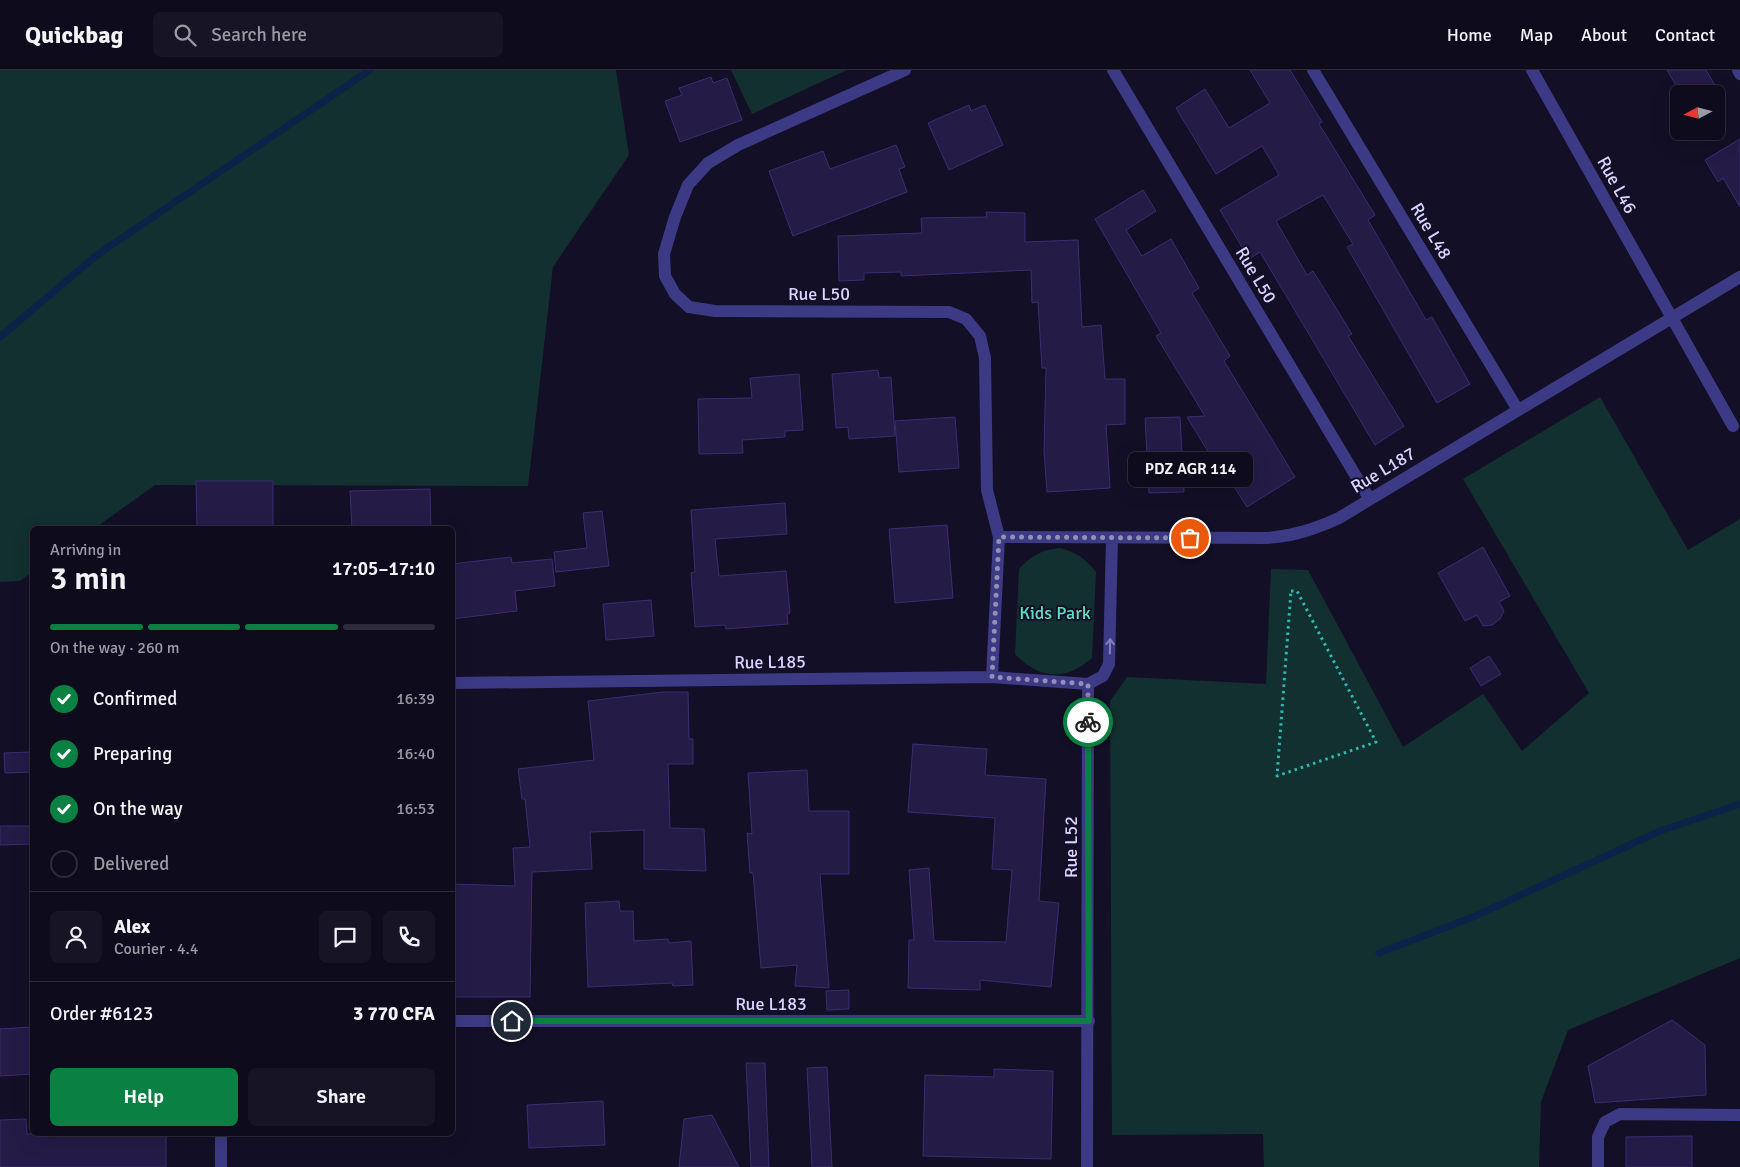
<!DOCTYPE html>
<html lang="en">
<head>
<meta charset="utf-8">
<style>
  :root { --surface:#0e0b1c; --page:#171425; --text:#f1f3f6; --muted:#9b9ba3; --line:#2e2b3b; --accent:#0b8043 }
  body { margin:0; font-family:Signika,sans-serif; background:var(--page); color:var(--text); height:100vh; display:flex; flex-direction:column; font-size:19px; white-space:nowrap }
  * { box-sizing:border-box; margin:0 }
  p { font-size:16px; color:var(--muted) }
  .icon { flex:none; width:28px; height:28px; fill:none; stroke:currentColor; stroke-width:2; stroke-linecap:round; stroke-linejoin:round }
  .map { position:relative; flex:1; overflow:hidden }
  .details { position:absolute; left:30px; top:456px; width:425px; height:610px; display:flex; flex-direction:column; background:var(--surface); border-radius:8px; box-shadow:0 5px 20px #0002,0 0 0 1px var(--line) }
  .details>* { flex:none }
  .needle { width:32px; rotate:263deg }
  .buttons { position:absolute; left:1670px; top:15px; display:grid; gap:10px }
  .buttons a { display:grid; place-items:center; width:55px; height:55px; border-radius:8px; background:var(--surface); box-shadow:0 5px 20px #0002,0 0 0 1px var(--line); font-size:25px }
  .pin { position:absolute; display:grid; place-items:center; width:42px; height:42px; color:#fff; margin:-21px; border:2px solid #fff; border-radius:50%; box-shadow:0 1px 5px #0007 }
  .courier { position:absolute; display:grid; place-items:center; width:50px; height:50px; margin:-25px; border:4px solid #0b8043; border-radius:50%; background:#fff; color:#222; box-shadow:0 1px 6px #0007 }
  .bubble { position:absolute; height:35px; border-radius:8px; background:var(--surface); box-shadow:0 5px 20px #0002,0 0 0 1px var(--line); font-size:16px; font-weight:600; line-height:35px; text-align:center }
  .summary em { font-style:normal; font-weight:600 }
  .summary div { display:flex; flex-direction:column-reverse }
  .summary { display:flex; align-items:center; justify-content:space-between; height:85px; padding:0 20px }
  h1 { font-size:32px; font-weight:600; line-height:38px }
  .bar { display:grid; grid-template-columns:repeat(4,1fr); gap:8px 5px; align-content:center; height:60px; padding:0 20px }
  .bar i { height:6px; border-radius:4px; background:var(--line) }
  .bar .current { background:var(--accent) }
  .bar p { grid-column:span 4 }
  .line { display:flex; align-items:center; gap:12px; padding:0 20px; border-top:1px solid var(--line) }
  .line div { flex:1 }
  .round { display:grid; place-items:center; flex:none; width:52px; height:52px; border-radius:8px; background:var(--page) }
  ol { padding:0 20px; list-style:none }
  li { display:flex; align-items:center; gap:15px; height:55px }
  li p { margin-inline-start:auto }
  li .icon { padding:5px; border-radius:50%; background:var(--accent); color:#fff; stroke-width:4 }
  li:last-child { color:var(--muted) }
  li i { width:28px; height:28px; border:2px solid var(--line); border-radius:50% }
  .primary-button { display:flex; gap:10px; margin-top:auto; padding:10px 20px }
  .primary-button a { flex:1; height:58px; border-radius:8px; background:var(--accent); color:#fff; font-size:20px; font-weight:600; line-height:58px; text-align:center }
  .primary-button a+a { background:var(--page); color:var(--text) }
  header { display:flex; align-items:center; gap:30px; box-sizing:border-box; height:70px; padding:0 25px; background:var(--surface); border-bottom:1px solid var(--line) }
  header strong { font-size:24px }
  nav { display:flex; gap:28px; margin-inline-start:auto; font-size:18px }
  .search { width:350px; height:45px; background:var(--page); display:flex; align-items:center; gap:12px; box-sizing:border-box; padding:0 18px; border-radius:8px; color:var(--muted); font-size:19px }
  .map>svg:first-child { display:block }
</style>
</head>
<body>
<header>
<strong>Quickbag</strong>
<div class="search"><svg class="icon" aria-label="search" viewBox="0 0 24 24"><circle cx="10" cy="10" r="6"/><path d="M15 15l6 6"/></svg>Search here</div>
<nav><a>Home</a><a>Map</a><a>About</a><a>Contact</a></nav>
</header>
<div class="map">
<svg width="1740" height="1097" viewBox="0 0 1740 1097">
  <rect width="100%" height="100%" fill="#130f26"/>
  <path fill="#12302f" d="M 0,0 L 616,0 L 629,85 L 553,197 L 528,416 L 155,415 L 94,459 L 32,459 L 32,502 L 20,511 L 0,512 Z
    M 731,0 L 847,0 L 752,44 Z
    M 1600,327 L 1688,480 L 1740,449 L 1740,888 L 1568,960 L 1541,1032 L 1539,1097 L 1264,1097 L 1263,1064 L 1112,1065 L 1110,631 L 1127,607 L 1266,614 L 1271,499 L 1308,500 L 1403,677 L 1483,624 L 1522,681 L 1589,623 L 1463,409 Z
    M 1059,478 C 1076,482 1085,488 1096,502 L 1092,588 C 1065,612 1039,609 1015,584 L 1019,499 C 1031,486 1041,480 1059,478 Z"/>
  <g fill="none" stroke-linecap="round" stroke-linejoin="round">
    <path stroke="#0c2248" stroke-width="7" d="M 0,267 L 97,185 L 370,0
      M 1379,883 L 1473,847 L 1660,761 L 1740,734"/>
  </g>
  <path fill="#241b47" stroke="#3b2d73" d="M 1250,0 L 1290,0 L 1322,52 L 1319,54 L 1375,145 L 1368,150 L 1426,250 L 1432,247 L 1470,314 L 1437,333 L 1347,177 L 1353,174 L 1323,125 L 1276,151 L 1307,205 L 1313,201 L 1352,264 L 1348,266 L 1404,356 L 1375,375 L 1260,182 L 1249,189 L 1220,140 L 1279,105 L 1262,76 L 1216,104 L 1176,38 L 1205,19 L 1229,58 L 1270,33 Z
    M 1667,0 L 1706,0 L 1720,24 L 1681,24 Z
    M 711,7 L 713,13 L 727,8 L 742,50 L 680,72 L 665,31 L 682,25 L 679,18 Z
    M 969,35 L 971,41 L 985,35 L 1003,75 L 949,100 L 928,53 Z
    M 1740,69 L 1740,137 L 1723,108 L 1718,112 L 1705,90 Z
    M 896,75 L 905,97 L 899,99 L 907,122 L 793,166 L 769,101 L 823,81 L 830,99 Z
    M 1143,120 L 1156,141 L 1126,160 L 1142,186 L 1171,169 L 1199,218 L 1192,223 L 1230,286 L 1224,291 L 1295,407 L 1247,437 L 1226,404 L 1223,406 L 1187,347 L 1205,346 L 1156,266 L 1161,263 L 1095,149 Z
    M 986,142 L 1025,143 L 1025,172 L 1078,170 L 1082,257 L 1101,255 L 1105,309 L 1125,309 L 1125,354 L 1106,355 L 1110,418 L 1047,422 L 1044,381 L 1046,298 L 1042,298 L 1038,232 L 1032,233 L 1031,200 L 901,206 L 901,202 L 864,203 L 864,210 L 839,211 L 838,166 L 922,163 L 921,148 L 987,147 Z
    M 878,300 L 879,308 L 891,307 L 895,366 L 849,369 L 848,357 L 836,358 L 832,304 Z
    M 799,304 L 803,360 L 785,361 L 785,367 L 742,370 L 743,383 L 699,384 L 698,329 L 752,328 L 750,308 Z
    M 955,347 L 959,398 L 899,402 L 895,351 Z
    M 1180,347 L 1184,422 L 1149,423 L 1145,348 Z
    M 196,411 L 273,411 L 273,459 L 197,459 Z
    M 430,419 L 431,459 L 352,459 L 350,421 Z
    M 785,433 L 787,464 L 715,469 L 719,506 L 786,501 L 790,543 L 787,544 L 788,554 L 726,559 L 725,555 L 695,557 L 691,503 L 695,502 L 691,440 Z
    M 602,441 L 609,496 L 556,502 L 554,482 L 587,478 L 583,443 Z
    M 947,455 L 953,528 L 895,533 L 889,459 Z
    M 1483,477 L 1510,526 L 1499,532 L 1504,541 L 1500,549 L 1492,555 L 1483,556 L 1477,545 L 1465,551 L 1438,503 Z
    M 511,487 L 512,493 L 552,489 L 555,516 L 515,521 L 517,541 L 452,549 L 452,494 Z
    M 651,530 L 654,566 L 606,570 L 603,534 Z
    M 1489,586 L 1501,604 L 1481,616 L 1470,598 Z
    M 663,622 L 688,622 L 689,669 L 693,669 L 693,694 L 668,694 L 670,758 L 704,759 L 706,801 L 644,799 L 644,760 L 590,762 L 592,799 L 532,802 L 530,927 L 452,927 L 452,814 L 515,816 L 513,778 L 530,777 L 525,729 L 522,729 L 518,699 L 594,690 L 588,631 Z
    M 913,674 L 987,679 L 985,705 L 1046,709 L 1039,831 L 1059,833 L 1051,917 L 980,910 L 980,920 L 908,918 L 909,870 L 914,870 L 909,800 L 929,798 L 934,871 L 1006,872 L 1012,800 L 992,799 L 995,748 L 908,742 Z
    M 32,682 L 32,702 L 5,703 L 4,683 Z
    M 807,700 L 809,741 L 849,741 L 849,804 L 820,804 L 829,918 L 795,916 L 797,895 L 761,898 L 753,803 L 750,803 L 747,763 L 752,764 L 748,703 Z
    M 0,756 L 32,756 L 32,774 L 0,775 Z
    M 619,831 L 620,841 L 633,841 L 634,871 L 668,869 L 669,873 L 691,871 L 693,915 L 673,916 L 672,913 L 588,917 L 585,833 Z
    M 849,920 L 849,939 L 827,940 L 826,921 Z
    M 1672,950 L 1705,975 L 1706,1025 L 1595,1033 L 1588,996 Z
    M 31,957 L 32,1004 L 0,1006 L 0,959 Z
    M 746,993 L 765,993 L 769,1097 L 751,1097 Z
    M 827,997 L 832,1097 L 812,1097 L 807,998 Z
    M 994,999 L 1053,1001 L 1051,1089 L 923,1086 L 925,1005 L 994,1007 Z
    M 603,1031 L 605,1075 L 529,1078 L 527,1035 Z
    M 712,1045 L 739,1097 L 679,1097 L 684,1049 Z
    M 26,1049 L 27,1064 L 166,1064 L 166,1097 L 0,1097 L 0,1050 Z
    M 1692,1066 L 1692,1097 L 1626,1097 L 1626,1067 Z"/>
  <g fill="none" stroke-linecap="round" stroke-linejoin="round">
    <path stroke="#2fb8b0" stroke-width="3" stroke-dasharray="2.5 4" stroke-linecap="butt" d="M 1291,521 L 1297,521 L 1376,672 L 1277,706 Z"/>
    <path stroke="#3d3a85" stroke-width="12" d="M 905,0 L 738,75 L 708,93 L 688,115 L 675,147 L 664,184 L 665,206 L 675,224 L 689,237 L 715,241 L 949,242 L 966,249 L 980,266 L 985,288 L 987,420 L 999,467 L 992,607
      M 1113,0 L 1369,428
      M 1313,0 L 1518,340
      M 1532,0 L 1733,356
      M 1738,0 L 1740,4
      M 999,467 L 1267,468 C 1294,466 1315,459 1339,448 L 1740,207
      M 452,613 L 992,607 L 1088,614
      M 1088,614 L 1103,606 L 1109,594 L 1112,468
      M 452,951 L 1089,951
      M 221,1097 L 221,1064
      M 1087,1097 L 1088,614
      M 1598,1097 L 1598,1067 L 1605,1052 L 1620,1044 L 1740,1045"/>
  </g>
  <defs><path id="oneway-shaft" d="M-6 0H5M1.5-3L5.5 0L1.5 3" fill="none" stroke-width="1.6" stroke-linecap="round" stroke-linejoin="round" transform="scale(1.25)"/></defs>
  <use stroke="#837fbc" href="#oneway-shaft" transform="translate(1110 576) rotate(-89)"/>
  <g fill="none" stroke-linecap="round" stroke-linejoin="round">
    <path stroke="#948fb3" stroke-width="5" stroke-dasharray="0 9" d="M 1088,652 L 1088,614 L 992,607 L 999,467 L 1190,468"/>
    <path stroke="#0b8043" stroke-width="6" d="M 512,951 L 1089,951 L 1088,652"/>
  </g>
  <g text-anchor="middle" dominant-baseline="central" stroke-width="4" stroke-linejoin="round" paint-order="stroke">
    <g font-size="18" fill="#d9d4ff" stroke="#130f26">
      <text transform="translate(1617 115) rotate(61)">Rue L46</text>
      <text transform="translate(1431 161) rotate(59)">Rue L48</text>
      <text transform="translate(1256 205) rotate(59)">Rue L50</text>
      <text x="819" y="224">Rue L50</text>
      <text transform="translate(1383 400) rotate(-31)">Rue L187</text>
      <text transform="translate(770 592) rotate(-1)">Rue L185</text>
      <text transform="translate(1071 777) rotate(-90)">Rue L52</text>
      <text x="771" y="934">Rue L183</text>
    </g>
    <g font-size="18" fill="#5fe0c0" stroke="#130f26">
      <text x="1055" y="543">Kids Park</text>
    </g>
  </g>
</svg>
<div class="buttons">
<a><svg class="needle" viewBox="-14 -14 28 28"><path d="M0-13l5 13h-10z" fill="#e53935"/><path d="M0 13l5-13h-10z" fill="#9b9ba3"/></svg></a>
</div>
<div class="pin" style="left:1190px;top:468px;background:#ea580c"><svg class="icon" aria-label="bag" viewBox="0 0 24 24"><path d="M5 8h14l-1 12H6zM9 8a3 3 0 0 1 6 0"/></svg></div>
<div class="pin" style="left:512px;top:951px;background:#1f2937"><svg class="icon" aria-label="home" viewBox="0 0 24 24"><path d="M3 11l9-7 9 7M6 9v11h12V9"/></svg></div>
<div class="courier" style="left:1088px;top:652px"><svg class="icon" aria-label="bike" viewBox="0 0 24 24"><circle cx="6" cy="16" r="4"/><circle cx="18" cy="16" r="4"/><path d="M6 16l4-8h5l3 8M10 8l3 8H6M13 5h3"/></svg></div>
<div class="bubble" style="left:1128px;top:382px;width:125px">PDZ AGR 114</div>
<section class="details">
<div class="summary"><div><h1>3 min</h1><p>Arriving in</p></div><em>17:05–17:10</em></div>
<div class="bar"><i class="current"></i><i class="current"></i><i class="current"></i><i></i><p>On the way · 260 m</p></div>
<ol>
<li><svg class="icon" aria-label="check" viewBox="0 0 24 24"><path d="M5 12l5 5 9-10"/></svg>Confirmed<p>16:39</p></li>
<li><svg class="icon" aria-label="check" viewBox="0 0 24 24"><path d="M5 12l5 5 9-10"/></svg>Preparing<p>16:40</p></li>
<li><svg class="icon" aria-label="check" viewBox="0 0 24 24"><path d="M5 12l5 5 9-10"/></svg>On the way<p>16:53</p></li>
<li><i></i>Delivered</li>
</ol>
<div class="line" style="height:90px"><a class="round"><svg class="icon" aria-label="person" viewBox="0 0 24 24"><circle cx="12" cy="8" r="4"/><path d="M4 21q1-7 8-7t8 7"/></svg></a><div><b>Alex</b><p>Courier · 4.4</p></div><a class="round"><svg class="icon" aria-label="chat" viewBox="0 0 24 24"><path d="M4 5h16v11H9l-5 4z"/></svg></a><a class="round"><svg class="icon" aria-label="phone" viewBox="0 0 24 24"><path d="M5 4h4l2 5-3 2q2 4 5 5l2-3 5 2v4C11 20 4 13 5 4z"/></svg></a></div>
<div class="line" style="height:65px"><div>Order #6123</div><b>3 770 CFA</b></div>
<div class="primary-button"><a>Help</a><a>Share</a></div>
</section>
</div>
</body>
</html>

▶ **What is being asked**
Search the data above for lines holding "check" and copy each of them.

▶ **Solution to this task**
<li><svg class="icon" aria-label="check" viewBox="0 0 24 24"><path d="M5 12l5 5 9-10"/></svg>Confirmed<p>16:39</p></li>
<li><svg class="icon" aria-label="check" viewBox="0 0 24 24"><path d="M5 12l5 5 9-10"/></svg>Preparing<p>16:40</p></li>
<li><svg class="icon" aria-label="check" viewBox="0 0 24 24"><path d="M5 12l5 5 9-10"/></svg>On the way<p>16:53</p></li>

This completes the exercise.